They've put themselves on such a pedestal that when black people ask for the bare minimum, it turns their world upside down. They've never truly considered this possibility because, in their eyes, black people are far too different, almost inhuman.
With the growth of the civil rights movement and the fact that racialized people began to make their voices heard, it was no longer possible to ignore this reality. So, I think the term "Integration" serves to reassure white people so that they don't feel that their identity is under threat. By integrating and assimilating black people to white standards, white identity can continue.
However, Baldwin's definition differs. He sees integration not as a means of conforming populations, but rather as an opportunity for white people to realize that they are not special and that the reality in which they live can no longer be sustained. Things must change. Baldwin also points out that "we cannot be free until they are free", calling for white people to recognize that their freedom is tied to the liberation of others.
"One might say that the n-word is that which whites create as the spectre/phantom of their own fear" (Yancy, p.5). This idea resonates with Said's analysis in Orientalism, where he shows how the West constructs the 'Orient' as a projection of its fears and desires, to preserve its own identity. In the same way, racism becomes a means of displacing insecurities onto another identity, thus enabling self-reflection. Racism is a systemic projection of one's insecurities onto a vast group of people, allowing white people to distance themselves from their fears by embodying them in Black bodies.
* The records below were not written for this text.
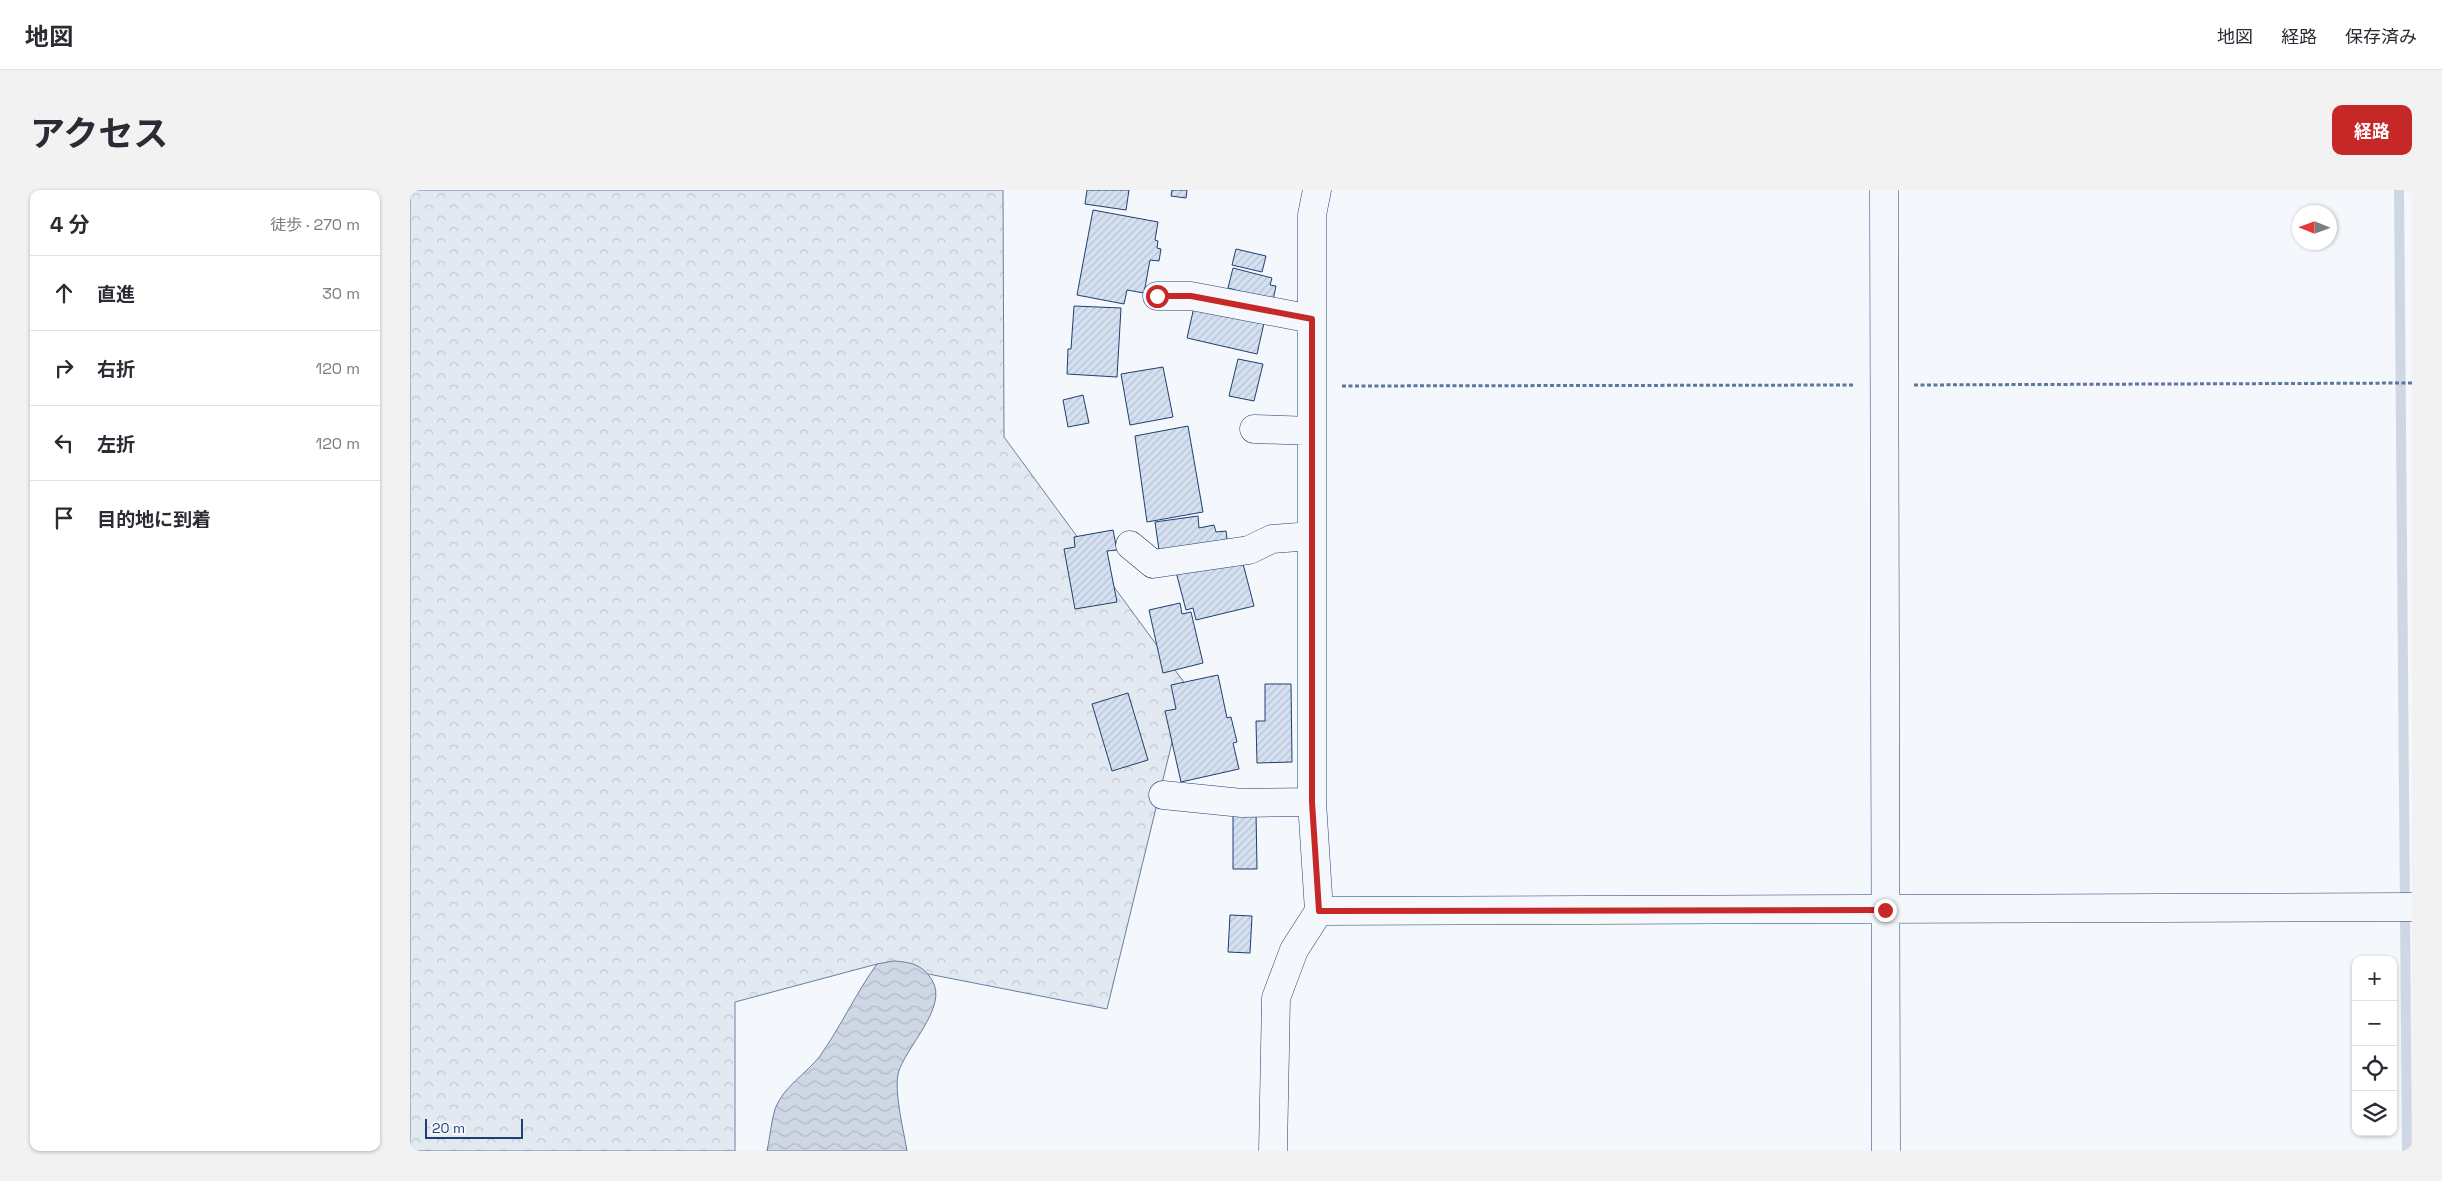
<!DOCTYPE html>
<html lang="ja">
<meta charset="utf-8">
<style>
body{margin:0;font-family:"Space Grotesk","Noto Sans JP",sans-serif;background:#f2f2f3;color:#2b2b33}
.controls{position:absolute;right:15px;bottom:15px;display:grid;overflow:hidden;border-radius:10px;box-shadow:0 1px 4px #0004}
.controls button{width:45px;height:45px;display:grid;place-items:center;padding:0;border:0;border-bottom:1px solid #e1e1e2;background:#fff;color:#2b2b33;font:25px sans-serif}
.compass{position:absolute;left:1882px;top:15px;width:45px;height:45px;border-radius:50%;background:#fff;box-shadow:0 1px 4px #0004;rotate:271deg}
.scale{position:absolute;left:15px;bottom:12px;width:98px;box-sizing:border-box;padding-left:5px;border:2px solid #1d3f73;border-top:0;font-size:14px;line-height:18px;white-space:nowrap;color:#1d3f73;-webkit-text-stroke:4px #f4f7fb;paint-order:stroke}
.stop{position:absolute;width:15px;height:15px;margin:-11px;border:4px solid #c62828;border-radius:50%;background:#fff}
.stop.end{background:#c62828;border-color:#fff;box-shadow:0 1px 5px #0008}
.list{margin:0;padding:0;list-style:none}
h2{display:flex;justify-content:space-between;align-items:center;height:65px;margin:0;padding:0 20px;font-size:21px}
h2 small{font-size:16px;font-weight:400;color:#7c7c81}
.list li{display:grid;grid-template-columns:32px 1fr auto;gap:15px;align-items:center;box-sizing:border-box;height:75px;padding:0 20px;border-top:1px solid #e1e1e2}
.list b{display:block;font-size:19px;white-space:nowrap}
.list em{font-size:16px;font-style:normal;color:#7c7c81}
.icon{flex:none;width:28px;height:28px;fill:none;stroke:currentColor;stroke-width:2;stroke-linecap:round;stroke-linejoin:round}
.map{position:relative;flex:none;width:2002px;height:961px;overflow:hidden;border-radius:10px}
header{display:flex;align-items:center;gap:30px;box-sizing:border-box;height:70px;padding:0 25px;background:#fff;border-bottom:1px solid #e1e1e2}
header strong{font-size:24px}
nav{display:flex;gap:28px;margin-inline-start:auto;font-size:18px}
.intro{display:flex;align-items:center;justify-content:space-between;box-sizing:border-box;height:120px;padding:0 30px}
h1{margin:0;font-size:35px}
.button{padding:12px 22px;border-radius:10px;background:#c62828;color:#fff;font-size:18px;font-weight:700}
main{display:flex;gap:30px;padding:0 30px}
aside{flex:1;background:#fff;border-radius:10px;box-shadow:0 1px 4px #0004}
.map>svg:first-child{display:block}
.forest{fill:url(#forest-crowns);stroke:#687fa3}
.water{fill:url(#water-waves);stroke:#687fa3}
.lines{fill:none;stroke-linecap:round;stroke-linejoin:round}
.stream{stroke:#cfd7e4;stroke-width:10}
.building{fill:url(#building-hatch);stroke:#1d3f73}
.street-casing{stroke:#1d3f73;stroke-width:29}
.path{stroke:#5e769c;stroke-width:3;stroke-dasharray:4 2.5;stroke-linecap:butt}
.street{stroke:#f4f7fb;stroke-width:28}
.route{stroke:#c62828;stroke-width:6}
</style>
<header>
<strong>地図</strong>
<nav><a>地図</a><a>経路</a><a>保存済み</a></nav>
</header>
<div class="intro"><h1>アクセス</h1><a class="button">経路</a></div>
<main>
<aside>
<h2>4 分<small>徒歩 · 270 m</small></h2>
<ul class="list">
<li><svg class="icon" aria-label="ahead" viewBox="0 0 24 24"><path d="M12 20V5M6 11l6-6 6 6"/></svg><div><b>直進</b></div><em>30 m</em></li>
<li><svg class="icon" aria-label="right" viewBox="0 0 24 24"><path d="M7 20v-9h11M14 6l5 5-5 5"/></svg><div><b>右折</b></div><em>120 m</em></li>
<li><svg class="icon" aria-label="left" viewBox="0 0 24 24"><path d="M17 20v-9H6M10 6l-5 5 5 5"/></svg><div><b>左折</b></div><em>120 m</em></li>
<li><svg class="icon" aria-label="arrive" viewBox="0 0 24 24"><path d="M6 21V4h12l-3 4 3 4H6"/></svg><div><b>目的地に到着</b></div></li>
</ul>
</aside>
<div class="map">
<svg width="2002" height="961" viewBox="0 0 2002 961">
<defs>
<pattern id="forest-crowns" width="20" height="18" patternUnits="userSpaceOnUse" patternTransform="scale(1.25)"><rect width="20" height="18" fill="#e3e9f0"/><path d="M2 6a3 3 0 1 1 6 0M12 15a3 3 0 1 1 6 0" fill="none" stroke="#c2c9d1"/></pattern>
<pattern id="water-waves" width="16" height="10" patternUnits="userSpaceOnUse" patternTransform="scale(1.25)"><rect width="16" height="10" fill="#cfd7e4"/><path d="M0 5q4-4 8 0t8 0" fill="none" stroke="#b1bac7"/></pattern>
<pattern id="building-hatch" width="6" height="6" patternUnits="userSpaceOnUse" patternTransform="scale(1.25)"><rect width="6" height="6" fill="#d5e0f0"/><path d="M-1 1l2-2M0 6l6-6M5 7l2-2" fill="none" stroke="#b6c1d1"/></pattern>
</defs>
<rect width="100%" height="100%" fill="#f4f7fb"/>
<path class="forest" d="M 0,0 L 593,0 L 594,247 L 776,495 L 697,819 L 467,774 L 325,812 L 325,961 L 0,961 Z"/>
<path class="water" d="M 483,771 C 500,772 512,774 522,790 C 539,817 495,857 488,884 C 484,903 494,942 497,961 L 357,961 C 360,948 361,932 365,919 C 373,897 396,884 410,866 C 431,836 446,803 467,774 Z"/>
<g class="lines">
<path class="stream" d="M 1989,0 L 1997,961"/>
</g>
<path class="building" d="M 677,0 L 719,0 L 716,20 L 675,14 Z
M 762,0 L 777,0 L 776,8 L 761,6 Z
M 683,20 L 748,32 L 745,50 L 748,51 L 747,58 L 751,59 L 749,71 L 740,70 L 734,103 L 717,100 L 714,114 L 667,105 Z
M 826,59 L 856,66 L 852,82 L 822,75 Z
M 823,78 L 862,88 L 860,95 L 866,96 L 863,110 L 818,98 Z
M 664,116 L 711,118 L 707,187 L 657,184 L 658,159 L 661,159 Z
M 784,117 L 854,133 L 847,164 L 777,148 Z
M 828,169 L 853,174 L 844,211 L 819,206 Z
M 753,177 L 763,227 L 720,235 L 711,184 Z
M 673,205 L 679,233 L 658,237 L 653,210 Z
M 778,236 L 793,322 L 737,332 L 725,246 Z
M 788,326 L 789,338 L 804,335 L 806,342 L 816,341 L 818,357 L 750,367 L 745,332 Z
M 703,340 L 707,360 L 697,361 L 707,412 L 665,419 L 654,359 L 665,357 L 664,347 Z
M 831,366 L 844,416 L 786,430 L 783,418 L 776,420 L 766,382 Z
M 770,413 L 772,424 L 781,422 L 793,473 L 753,483 L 739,420 Z
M 808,485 L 817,528 L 821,527 L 827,552 L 823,553 L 829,579 L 771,592 L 755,521 L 766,519 L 761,495 Z
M 855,494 L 881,494 L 882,572 L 847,573 L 846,531 L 855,531 Z
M 718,503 L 738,570 L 702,581 L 682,514 Z
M 823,622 L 846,622 L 847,679 L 823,679 Z
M 820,725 L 842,726 L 840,763 L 818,762 Z"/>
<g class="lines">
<defs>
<path id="street" d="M 907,0 L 902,25 L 902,612 L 909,721 L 2002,717
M 1474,0 L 1476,961
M 747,106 L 781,106 L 902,129
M 844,239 L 902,241
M 720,355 L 743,374 L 839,360 L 862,349 L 902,346
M 753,605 L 832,613 L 902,612
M 863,961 L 866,808 L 884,760 L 909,721"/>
</defs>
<use href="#street" class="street-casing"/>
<path class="path" d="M 1504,195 L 2002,193
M 932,196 L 1443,195"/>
<use href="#street" class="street"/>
</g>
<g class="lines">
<path class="route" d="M 747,106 L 781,106 L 902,129 L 902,612 L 909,721 L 1475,720"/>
</g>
</svg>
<div class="controls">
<button>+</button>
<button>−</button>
<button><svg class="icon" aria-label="locate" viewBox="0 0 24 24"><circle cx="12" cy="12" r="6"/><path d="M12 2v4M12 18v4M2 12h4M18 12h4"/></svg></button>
<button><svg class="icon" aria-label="layers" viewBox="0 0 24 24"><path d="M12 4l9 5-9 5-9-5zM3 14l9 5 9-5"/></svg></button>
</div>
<svg class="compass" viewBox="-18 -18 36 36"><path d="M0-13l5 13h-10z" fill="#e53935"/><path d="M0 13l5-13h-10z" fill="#7c7c81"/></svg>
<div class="scale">20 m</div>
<div class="stop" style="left:747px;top:106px"></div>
<div class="stop end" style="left:1475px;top:720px"></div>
</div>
</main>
This projection is not merely a belief as it is lived and performed, as Yancy illustrates through his example of a child pointing to a black person in the street and calling him the n-word. Whiteness is also a performance - a way of living embedded in everyday life. Because racism is so deeply ingrained, whiteness becomes the norm, invisible to those who benefit from it. As George Lipsitz states, "Whiteness is everywhere in U.S. culture, but is very hard to see." This invisibility perpetuates the systemic power of whiteness because it functions without being challenged or fully acknowledged.